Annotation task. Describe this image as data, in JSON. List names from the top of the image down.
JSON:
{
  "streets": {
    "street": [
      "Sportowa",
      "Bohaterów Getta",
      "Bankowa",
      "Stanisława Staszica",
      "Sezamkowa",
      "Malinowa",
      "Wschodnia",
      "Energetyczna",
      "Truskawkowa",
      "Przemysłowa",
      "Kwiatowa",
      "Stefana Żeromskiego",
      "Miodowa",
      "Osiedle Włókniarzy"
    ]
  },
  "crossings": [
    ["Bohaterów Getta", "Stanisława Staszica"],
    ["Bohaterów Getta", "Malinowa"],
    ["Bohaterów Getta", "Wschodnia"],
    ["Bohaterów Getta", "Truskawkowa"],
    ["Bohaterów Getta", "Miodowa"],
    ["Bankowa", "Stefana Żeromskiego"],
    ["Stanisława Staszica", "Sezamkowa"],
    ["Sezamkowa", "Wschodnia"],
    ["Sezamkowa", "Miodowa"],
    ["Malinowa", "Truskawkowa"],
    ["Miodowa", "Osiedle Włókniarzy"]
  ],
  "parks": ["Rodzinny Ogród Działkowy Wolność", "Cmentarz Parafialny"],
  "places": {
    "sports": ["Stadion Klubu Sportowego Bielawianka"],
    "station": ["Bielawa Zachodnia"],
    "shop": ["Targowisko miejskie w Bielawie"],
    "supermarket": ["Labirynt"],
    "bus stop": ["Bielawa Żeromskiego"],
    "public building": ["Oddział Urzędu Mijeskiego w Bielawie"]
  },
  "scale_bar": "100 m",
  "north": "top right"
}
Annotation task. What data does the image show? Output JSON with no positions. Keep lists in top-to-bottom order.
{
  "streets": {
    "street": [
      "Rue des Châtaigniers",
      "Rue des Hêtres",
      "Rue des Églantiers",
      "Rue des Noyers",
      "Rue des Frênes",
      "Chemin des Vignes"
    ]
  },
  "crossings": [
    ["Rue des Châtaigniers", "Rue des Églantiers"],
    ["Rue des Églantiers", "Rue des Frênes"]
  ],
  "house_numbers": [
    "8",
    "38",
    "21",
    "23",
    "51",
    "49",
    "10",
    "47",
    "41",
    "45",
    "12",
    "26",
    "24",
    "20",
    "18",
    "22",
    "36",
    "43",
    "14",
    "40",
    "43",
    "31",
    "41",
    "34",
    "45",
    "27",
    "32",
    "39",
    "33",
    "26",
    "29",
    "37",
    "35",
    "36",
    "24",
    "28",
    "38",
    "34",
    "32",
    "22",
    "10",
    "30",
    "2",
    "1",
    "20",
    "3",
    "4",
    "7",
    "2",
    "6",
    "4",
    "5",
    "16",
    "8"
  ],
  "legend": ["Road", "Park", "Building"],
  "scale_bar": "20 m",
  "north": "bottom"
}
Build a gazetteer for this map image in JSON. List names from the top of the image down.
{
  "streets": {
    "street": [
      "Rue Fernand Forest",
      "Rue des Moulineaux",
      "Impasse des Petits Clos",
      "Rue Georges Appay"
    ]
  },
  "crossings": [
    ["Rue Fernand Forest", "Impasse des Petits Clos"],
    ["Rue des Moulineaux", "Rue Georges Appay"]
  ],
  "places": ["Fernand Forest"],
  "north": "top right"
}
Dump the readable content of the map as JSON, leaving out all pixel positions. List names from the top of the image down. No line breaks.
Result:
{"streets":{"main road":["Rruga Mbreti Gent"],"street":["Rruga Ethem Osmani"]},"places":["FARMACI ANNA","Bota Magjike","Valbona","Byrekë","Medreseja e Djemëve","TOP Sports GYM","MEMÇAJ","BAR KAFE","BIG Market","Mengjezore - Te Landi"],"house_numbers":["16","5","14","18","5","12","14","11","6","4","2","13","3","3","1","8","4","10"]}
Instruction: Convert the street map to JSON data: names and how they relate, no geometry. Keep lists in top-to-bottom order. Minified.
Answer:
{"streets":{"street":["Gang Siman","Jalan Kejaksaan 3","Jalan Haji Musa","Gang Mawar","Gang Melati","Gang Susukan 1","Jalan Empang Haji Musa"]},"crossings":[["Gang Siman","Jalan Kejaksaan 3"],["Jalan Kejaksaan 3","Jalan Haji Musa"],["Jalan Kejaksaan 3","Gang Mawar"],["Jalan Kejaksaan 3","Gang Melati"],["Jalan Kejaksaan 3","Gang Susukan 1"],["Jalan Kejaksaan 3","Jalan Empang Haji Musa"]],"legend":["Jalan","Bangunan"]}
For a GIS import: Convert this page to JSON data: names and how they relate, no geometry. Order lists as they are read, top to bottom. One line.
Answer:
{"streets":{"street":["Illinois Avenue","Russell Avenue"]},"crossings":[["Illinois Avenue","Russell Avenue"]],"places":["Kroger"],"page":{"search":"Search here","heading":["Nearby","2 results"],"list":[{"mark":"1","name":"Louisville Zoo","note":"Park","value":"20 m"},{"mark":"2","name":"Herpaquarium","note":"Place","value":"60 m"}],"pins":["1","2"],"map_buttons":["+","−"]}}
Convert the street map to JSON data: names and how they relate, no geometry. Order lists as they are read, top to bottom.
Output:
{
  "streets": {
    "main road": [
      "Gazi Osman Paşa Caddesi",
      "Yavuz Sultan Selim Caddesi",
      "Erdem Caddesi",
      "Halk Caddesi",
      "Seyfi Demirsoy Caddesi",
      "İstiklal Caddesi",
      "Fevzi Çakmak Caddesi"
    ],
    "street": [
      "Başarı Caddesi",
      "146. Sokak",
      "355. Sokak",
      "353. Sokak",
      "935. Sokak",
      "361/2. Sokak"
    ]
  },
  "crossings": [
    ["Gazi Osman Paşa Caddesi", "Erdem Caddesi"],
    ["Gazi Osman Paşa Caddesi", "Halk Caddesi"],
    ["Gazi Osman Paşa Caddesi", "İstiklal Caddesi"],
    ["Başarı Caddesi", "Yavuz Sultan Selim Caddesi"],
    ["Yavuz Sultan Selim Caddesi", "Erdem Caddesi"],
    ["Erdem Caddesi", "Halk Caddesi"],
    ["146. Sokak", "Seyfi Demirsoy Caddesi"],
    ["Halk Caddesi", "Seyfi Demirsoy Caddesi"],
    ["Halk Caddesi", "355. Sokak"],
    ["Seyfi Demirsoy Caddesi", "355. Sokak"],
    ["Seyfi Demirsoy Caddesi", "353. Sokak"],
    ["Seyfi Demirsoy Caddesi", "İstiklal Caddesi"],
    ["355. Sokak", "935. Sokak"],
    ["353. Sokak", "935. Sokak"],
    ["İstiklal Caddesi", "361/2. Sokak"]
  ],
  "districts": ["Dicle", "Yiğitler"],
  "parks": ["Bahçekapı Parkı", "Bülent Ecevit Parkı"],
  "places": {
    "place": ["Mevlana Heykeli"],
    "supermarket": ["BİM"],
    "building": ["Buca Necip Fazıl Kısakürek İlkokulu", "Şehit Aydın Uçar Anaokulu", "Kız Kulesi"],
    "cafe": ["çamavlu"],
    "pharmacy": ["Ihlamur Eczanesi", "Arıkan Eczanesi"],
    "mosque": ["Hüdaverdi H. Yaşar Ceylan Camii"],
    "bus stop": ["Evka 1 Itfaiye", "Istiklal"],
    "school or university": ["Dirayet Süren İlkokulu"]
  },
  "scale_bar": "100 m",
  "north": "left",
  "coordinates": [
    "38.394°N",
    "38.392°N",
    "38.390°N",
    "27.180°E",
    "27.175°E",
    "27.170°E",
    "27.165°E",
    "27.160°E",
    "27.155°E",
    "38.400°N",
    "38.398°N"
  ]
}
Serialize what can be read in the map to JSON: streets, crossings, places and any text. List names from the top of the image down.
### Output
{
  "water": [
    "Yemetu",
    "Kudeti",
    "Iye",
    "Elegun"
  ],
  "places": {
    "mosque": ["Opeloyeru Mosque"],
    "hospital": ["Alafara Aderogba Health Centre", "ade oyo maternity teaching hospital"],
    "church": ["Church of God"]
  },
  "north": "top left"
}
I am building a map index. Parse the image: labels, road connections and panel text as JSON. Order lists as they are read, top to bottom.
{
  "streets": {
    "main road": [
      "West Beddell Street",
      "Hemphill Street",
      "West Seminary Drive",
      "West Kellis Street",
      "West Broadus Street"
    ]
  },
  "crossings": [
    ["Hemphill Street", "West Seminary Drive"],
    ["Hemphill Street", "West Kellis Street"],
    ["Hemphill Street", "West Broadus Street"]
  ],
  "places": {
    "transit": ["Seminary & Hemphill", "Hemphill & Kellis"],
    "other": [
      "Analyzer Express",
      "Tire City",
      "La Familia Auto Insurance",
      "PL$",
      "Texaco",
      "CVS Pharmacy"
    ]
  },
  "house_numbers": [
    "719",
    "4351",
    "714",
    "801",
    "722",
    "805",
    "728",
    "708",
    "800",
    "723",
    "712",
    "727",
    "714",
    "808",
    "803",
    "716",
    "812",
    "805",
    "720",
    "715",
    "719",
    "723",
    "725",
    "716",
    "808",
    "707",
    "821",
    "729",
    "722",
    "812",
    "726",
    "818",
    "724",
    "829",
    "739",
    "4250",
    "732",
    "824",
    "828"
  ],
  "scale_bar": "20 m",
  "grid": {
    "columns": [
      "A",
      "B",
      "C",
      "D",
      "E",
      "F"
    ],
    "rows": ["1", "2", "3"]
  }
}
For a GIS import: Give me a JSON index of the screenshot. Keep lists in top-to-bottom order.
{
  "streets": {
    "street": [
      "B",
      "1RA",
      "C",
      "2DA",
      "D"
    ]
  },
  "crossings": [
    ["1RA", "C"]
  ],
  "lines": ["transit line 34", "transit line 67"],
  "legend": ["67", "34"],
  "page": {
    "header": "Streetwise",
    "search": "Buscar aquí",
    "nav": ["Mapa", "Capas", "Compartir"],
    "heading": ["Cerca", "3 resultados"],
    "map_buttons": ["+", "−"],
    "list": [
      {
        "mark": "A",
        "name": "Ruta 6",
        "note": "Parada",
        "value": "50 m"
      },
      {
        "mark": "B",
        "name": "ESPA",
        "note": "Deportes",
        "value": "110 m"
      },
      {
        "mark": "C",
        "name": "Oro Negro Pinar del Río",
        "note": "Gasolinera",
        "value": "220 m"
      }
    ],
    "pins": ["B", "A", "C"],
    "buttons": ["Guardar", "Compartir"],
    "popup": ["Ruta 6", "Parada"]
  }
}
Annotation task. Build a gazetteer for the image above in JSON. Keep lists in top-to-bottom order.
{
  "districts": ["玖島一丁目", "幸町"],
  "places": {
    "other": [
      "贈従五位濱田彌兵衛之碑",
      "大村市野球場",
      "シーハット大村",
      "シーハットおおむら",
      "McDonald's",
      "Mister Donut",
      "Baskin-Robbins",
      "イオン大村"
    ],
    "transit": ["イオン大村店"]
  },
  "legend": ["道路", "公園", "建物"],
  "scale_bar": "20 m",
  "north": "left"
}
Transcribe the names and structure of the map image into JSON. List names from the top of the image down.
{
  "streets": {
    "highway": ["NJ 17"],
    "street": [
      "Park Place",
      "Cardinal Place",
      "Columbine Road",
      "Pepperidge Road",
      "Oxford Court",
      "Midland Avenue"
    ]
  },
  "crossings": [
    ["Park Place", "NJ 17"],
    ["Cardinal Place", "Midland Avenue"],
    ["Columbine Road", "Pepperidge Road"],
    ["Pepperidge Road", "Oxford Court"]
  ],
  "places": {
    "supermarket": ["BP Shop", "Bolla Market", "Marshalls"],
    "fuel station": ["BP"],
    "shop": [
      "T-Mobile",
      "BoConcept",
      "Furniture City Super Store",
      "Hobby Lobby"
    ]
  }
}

▸ **EXERCISE PROMPT**
Note how many lines in the material contain the string "İstiklal", and give that number alone.

▸ **EXPECTED ANSWER**
4